Raasay distillery Head distiller Iain Robertson

Head distiller Iain Robertson with a wee cask

And finally… Raasay Distillery launches baby whisky casks. Awwwwwww, cute.

Many distilleries, especially the newer ones trying to raise funds, allow customers to buy casks but they tend to be quite expensive. So, for the (comparatively) budget-conscious Scotch lover, the Raasay Distillery is something a little smaller. Distillery co-founder Alasdair Day said: “We wanted to make our first single malt more accessible in these new smaller casks. Depending on the angels’ share, after three years we expect to get around 40 bottles from the 30 litre casks, each offering a distinctly different character of Raasay whisky to our other bottlings.” A little cask costs £999, compared with £5000 for a 150 litre one (though you will have to pay VAT and duty on delivery).
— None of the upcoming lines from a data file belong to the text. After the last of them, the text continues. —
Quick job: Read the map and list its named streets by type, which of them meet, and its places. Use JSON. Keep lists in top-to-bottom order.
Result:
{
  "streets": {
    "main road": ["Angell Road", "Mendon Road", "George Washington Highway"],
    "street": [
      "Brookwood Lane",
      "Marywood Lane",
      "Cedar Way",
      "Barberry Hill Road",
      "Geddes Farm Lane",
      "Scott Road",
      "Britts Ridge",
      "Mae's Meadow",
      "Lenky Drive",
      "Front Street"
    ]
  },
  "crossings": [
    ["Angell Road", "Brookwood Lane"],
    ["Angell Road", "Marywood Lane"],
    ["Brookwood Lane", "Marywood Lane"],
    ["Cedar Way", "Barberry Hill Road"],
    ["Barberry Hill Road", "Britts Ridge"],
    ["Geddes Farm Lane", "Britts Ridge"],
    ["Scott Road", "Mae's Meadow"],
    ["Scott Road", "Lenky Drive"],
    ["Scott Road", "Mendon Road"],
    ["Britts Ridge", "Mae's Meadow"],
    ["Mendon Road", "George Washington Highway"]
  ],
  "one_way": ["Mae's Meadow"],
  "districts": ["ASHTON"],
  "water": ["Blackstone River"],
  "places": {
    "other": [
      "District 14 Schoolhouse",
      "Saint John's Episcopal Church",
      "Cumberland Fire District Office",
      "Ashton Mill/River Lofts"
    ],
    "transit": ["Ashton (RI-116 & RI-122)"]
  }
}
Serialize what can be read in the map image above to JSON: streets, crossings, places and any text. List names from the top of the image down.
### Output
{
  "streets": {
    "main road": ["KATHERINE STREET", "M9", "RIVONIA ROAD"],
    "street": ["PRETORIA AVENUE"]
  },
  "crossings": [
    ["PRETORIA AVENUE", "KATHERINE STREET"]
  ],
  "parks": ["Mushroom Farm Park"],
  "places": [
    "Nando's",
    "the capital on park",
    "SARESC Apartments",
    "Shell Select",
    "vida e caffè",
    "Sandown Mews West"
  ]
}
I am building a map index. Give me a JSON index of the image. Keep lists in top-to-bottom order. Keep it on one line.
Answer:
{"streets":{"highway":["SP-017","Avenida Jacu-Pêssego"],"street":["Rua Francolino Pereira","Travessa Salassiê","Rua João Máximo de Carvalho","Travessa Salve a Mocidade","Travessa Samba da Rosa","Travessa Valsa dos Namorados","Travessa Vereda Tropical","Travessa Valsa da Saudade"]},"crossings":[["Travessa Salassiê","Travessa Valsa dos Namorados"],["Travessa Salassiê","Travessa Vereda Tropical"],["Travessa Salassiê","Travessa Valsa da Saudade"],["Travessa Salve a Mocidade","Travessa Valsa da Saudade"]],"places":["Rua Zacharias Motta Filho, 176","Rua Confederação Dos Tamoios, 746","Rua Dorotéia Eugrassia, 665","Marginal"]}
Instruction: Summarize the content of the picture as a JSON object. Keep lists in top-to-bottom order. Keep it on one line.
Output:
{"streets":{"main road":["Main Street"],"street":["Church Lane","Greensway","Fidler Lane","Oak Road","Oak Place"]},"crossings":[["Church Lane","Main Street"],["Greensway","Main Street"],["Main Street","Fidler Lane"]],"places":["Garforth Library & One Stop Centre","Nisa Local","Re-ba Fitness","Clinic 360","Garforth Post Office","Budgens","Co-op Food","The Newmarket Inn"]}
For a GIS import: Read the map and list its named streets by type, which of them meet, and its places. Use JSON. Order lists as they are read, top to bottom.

We were rather hoping that you’d be able to take your cask home after filling. Sadly, SWA rules don’t allow this, so it has to remain on Raasay while it matures. But you can visit it at the distillery, and maybe sing to it or just tell it your problems. Whisky casks are good listeners. Then, after bottling, you get to take your empty cask home with your bottles so you could then decant the whisky back into the cask and then you’d have your very own little cask to mature in your cellar, shed, or by your bed so you can say good night to it.

And on that sweet thought, it’s time to say goodbye, and have a great weekend!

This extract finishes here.